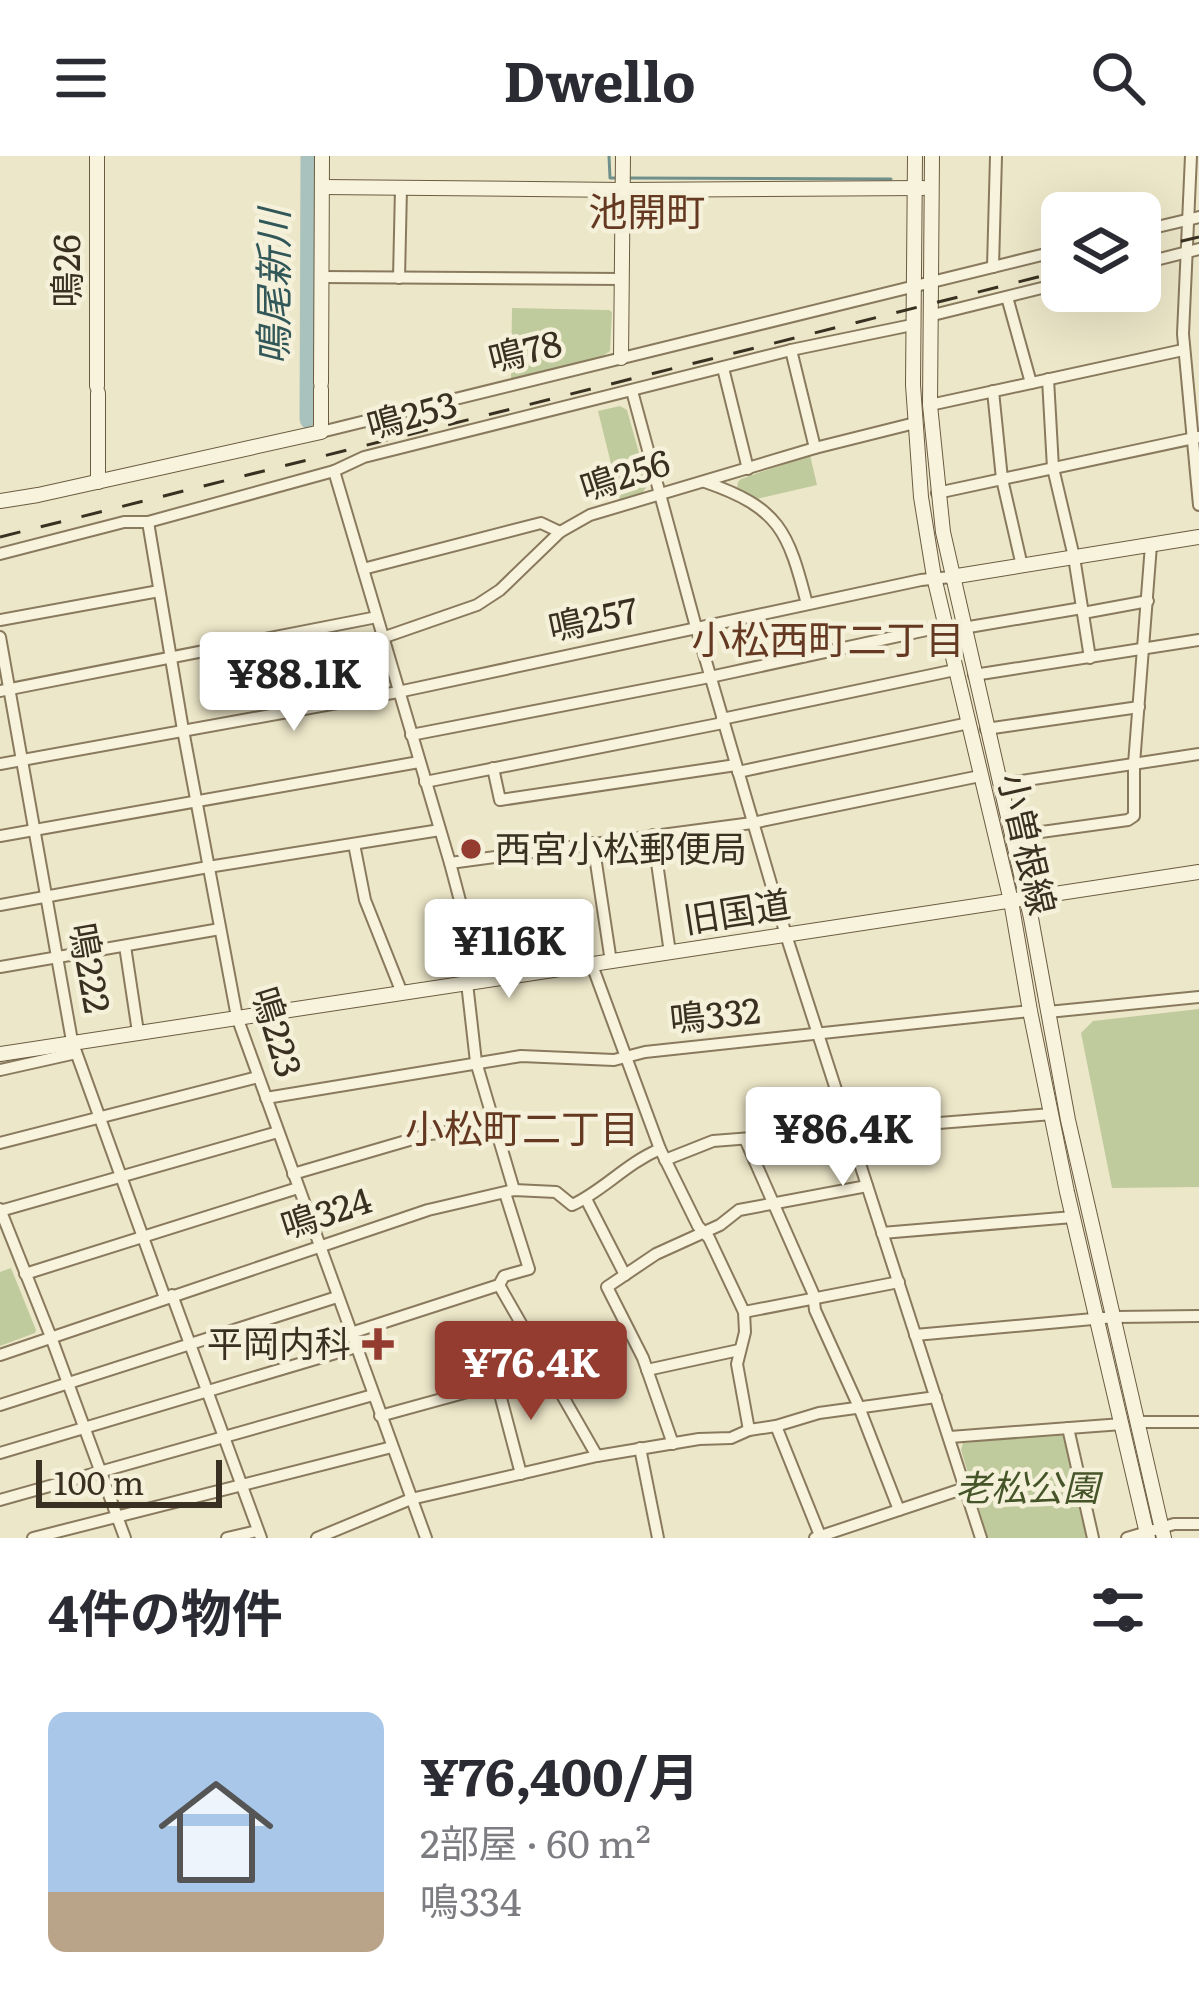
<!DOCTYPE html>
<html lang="ja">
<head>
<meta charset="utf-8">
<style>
	:root { --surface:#fff; --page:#f7f7f7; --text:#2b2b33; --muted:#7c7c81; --line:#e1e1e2; --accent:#953c31 }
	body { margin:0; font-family:Literata,"Noto Sans JP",serif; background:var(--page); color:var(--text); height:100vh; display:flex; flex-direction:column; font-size:45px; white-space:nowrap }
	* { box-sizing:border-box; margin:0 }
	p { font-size:39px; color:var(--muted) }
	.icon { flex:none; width:66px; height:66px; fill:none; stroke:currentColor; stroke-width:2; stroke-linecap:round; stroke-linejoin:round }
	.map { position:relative; height:1382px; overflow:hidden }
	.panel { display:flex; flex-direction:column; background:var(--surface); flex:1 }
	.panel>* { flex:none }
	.buttons { position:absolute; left:1041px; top:36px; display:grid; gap:24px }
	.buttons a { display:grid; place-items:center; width:120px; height:120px; border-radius:18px; background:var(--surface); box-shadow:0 12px 48px #0002; font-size:60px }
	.scale { position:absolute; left:36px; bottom:30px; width:186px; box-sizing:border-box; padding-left:12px; border:6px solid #3a3021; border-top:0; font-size:33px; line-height:42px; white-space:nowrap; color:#3a3021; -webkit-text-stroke:9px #f5f0d9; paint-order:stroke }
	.price { position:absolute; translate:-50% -102px; padding:0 27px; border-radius:12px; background:#fff; color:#222; font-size:39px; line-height:78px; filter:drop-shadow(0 3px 6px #0008) }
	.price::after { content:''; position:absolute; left:50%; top:72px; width:36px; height:27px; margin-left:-18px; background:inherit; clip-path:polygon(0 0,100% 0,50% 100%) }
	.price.current { background:var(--accent); color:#fff }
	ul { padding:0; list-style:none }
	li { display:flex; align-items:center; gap:36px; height:300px; padding:0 48px }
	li+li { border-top:3px solid var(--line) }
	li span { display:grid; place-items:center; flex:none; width:336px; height:240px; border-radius:18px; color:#555 }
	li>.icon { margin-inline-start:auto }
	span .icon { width:144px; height:144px; fill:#fffc; stroke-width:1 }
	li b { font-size:51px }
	h2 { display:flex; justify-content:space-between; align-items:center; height:144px; padding:0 48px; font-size:51px }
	header { display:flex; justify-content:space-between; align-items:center; height:156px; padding:0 48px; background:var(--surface); font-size:54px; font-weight:700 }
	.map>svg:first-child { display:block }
</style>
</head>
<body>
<header><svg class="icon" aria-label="menu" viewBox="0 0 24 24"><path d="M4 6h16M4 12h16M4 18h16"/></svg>Dwello<svg class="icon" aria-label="search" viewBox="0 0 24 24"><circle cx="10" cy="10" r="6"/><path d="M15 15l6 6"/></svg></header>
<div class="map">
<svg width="1199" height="1382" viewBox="0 0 1199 1382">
	<rect width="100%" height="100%" fill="#ede7c9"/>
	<g fill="#c0cb9d">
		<polygon points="512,152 609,154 612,156 610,195 594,206 511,225"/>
		<polygon points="620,250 627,254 648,329 642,337 620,344 598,255"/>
		<polygon points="810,299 817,329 757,343 737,332 738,326 741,323"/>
		<polygon points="1199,853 1199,1031 1112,1032 1081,877 1093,865"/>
		<polygon points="11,1112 36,1174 35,1177 0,1190 0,1116"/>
		<polygon points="1065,1278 1089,1382 988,1382 961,1294 963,1287"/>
	</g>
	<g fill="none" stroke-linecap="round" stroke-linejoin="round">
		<g stroke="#70908c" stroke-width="3">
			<polyline points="609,0 610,22 619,22"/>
			<polyline points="629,22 891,23"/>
		</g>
		<polyline stroke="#aac2bd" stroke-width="21" points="310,263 311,0"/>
		<defs>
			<g id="street">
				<polyline points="1191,0 1183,178 1199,349"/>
				<polyline points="1140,75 1199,61"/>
				<polyline points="1140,108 1199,93"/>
				<polyline points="993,111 996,0"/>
				<polyline points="322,121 622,123"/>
				<polyline points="399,122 401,32"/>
				<polyline points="1007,141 1031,227"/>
				<polyline points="933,159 1062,127"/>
				<polyline points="791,194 815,292"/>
				<polyline points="723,212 748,313"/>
				<polyline points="1048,223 1053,312 1074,401 1090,502"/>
				<polyline points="632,235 696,471 786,779 981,1382"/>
				<polyline points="993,235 1002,323 1022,410"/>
				<polyline points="930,249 1183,194"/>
				<polyline points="321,276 1062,94"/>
				<polyline points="334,315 450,707 481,824"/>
				<path d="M 705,326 C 780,352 788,375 807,448"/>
				<polyline points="937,337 1199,281"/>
				<polyline points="148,366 183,574 237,861 426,1382"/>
				<polyline points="0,398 124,366 148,366 334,315 364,301 791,194 912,169"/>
				<polyline points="363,413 541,367 560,376"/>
				<polyline points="1083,457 1148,445"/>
				<polyline points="0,464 159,435"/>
				<polyline points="963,472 1082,452"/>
				<polyline points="0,481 72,885 165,1142"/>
				<polyline points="382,482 477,449 500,434 560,376 590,359 815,292 915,267"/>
				<polyline points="974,519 1199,484"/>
				<polyline points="0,535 377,461"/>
				<polyline points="722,563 955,514"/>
				<polyline points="986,573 1139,551"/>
				<polyline points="411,579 710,521 945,470"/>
				<polyline points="0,608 398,536 921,424 951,421"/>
				<polyline points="493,612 500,644 736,609"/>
				<polyline points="738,616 969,567"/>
				<polyline points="425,626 723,567"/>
				<polyline points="1001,628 1199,598"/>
				<polyline points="653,679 670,797"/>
				<polyline points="0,680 419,606"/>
				<polyline points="1012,680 1128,664 1134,660 1134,608 1151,389"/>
				<polyline points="593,687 611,806"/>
				<polyline points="354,688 365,744 402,837"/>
				<polyline points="450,707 752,667 980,620"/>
				<polyline points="0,749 208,711 440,674"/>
				<polyline points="125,790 138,876"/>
				<polyline points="592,809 660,993 698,1070 709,1082 744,1156 745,1176 737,1208 749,1274"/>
				<polyline points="0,811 220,773"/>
				<polyline points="467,827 476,906 514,1034"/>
				<polyline points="1048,856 1199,841"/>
				<polyline points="0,914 76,897"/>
				<polyline points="266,942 521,900 614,904 645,896 1030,855"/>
				<polyline points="745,983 813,1137 815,1154 859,1251 899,1354"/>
				<polyline points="0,987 258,921"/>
				<polyline points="665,1004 713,985 1052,958"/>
				<polyline points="293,1018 430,978 495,970"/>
				<polyline points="586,1043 625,1119"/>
				<polyline points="0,1053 51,1181 125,1382"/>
				<polyline points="0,1055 278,976"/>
				<polyline points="882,1077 1073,1061"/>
				<polyline points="25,1118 298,1032"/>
				<polyline points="499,1129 597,1300"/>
				<polyline points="172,1139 261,1382"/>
				<polyline points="744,1156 899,1126"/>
				<polyline points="351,1177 499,1129 504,1120 529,1113 505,1037"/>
				<polyline points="915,1179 1115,1161 1199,1160"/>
				<path d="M 0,1199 L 428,1054 L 514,1034 L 556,1036 L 572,1049 C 603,1035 625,1008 660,993"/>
				<polyline points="647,1214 739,1194"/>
				<polyline points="497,1227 521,1318"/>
				<polyline points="0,1249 337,1141"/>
				<polyline points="380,1260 547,1214"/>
				<polyline points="1137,1266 1199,1266"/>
				<polyline points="776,1270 821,1382"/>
				<polyline points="1068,1272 1093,1382"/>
				<polyline points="950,1281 1122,1268"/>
				<polyline points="673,1288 643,1202 607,1131 656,1098 720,1069 739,1054 867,1030"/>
				<polyline points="640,1292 658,1382"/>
				<polyline points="0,1297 356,1191"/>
				<polyline points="0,1344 373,1239"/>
				<polyline points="33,1382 392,1291"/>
				<polyline points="227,1382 257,1375"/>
				<polyline points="317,1382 411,1343 597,1300 699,1283 731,1282 749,1274 776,1270 819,1257 936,1241"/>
				<polyline points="815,1382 965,1332"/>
				<polyline points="1127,1382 1174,1368 1199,1368"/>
			</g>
			<g id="secondary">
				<polyline points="915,0 913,229 921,341 934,421 1011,745 1030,855 1067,1036 1148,1382"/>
				<polyline points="932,0 930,249 943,376 1031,762 1068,964 1164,1382"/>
				<polyline points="322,31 623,34 923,32"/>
				<polyline points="621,202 623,0"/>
				<polyline points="321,227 322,0"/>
				<polyline points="97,230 97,0"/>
				<polyline points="98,237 98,326"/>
				<polyline points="0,345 38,339 321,276 321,233"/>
				<polyline points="951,421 1199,381"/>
				<polyline points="0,898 1199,716"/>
			</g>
		</defs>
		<use href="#street" stroke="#897a5e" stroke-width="14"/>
		<use href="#secondary" stroke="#6b5b41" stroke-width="16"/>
		<use href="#street" stroke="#f8f3dc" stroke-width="10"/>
		<use href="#secondary" stroke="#f8f3dc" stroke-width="14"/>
		<g stroke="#3a3021" stroke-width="3" stroke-dasharray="21 21" stroke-linecap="butt">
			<polyline points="1140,95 1199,81"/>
			<polyline points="0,381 1062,115"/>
		</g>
	</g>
	<g fill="#953c31" stroke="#f5f0d9" stroke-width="4.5">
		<circle cx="471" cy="693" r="12"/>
		<path d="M372 1170h12v12h12v12h-12v12h-12v-12h-12v-12h12z"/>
	</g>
	<g text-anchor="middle" stroke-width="9" stroke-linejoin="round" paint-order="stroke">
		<g font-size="36" fill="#3a3021" stroke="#f5f0d9">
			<text transform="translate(67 115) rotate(-90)" y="13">鳴26</text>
			<text transform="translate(525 195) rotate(-14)" y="13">鳴78</text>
			<text transform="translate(412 259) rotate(-15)" y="13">鳴253</text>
			<text transform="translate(625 319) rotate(-18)" y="13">鳴256</text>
			<text transform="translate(593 463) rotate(-12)" y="13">鳴257</text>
			<text transform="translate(1027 688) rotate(77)" y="13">小曽根線</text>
			<text transform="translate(737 756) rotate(-9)" y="13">旧国道</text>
			<text transform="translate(90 812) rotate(80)" y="13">鳴222</text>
			<text transform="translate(715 859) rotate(-6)" y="13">鳴332</text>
			<text transform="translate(277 876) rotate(73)" y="13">鳴223</text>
			<text transform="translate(326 1057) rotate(-18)" y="13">鳴324</text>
		</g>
		<g font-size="36" fill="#3a3021" stroke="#f5f0d9" text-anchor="start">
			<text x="495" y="706">西宮小松郵便局</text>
			<text x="351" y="1201" text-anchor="end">平岡内科</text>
		</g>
		<g font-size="36" font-style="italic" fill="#455529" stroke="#f5f0d9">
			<text x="1027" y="1345">老松公園</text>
		</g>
		<g font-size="39" fill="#653822" stroke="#f5f0d9">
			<text x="647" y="70">池開町</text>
			<text x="828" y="498">小松西町二丁目</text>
			<text x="522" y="987">小松町二丁目</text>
		</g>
		<g font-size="39" font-style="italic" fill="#315759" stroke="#f5f0d9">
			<text transform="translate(274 131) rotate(-90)" y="14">鳴尾新川</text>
		</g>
	</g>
</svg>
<div class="buttons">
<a><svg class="icon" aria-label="layers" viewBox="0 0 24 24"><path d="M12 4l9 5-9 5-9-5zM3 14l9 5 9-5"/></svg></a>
</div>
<div class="scale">100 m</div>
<b class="price" style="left:294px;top:578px">¥88.1K</b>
<b class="price" style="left:509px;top:845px">¥116K</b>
<b class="price" style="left:843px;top:1033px">¥86.4K</b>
<b class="price current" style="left:531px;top:1267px">¥76.4K</b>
</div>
<section class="panel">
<h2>4件の物件<svg class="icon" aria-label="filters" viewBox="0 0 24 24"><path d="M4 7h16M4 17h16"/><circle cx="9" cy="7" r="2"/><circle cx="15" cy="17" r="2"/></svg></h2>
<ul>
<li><span style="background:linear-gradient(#a9c7e8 75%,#b9a48a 0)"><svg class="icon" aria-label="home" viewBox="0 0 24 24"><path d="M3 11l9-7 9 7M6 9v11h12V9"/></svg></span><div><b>¥76,400/月</b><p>2部屋 · 60 m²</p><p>鳴334</p></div></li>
</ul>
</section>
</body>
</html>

----

**Work required:** Write out an exact copy of the listing, first line through the line containing "display:grid; place-items:center; width:120px;", with the pictures left out.

**Result below:**
<!DOCTYPE html>
<html lang="ja">
<head>
<meta charset="utf-8">
<style>
	:root { --surface:#fff; --page:#f7f7f7; --text:#2b2b33; --muted:#7c7c81; --line:#e1e1e2; --accent:#953c31 }
	body { margin:0; font-family:Literata,"Noto Sans JP",serif; background:var(--page); color:var(--text); height:100vh; display:flex; flex-direction:column; font-size:45px; white-space:nowrap }
	* { box-sizing:border-box; margin:0 }
	p { font-size:39px; color:var(--muted) }
	.icon { flex:none; width:66px; height:66px; fill:none; stroke:currentColor; stroke-width:2; stroke-linecap:round; stroke-linejoin:round }
	.map { position:relative; height:1382px; overflow:hidden }
	.panel { display:flex; flex-direction:column; background:var(--surface); flex:1 }
	.panel>* { flex:none }
	.buttons { position:absolute; left:1041px; top:36px; display:grid; gap:24px }
	.buttons a { display:grid; place-items:center; width:120px; height:120px; border-radius:18px; background:var(--surface); box-shadow:0 12px 48px #0002; font-size:60px }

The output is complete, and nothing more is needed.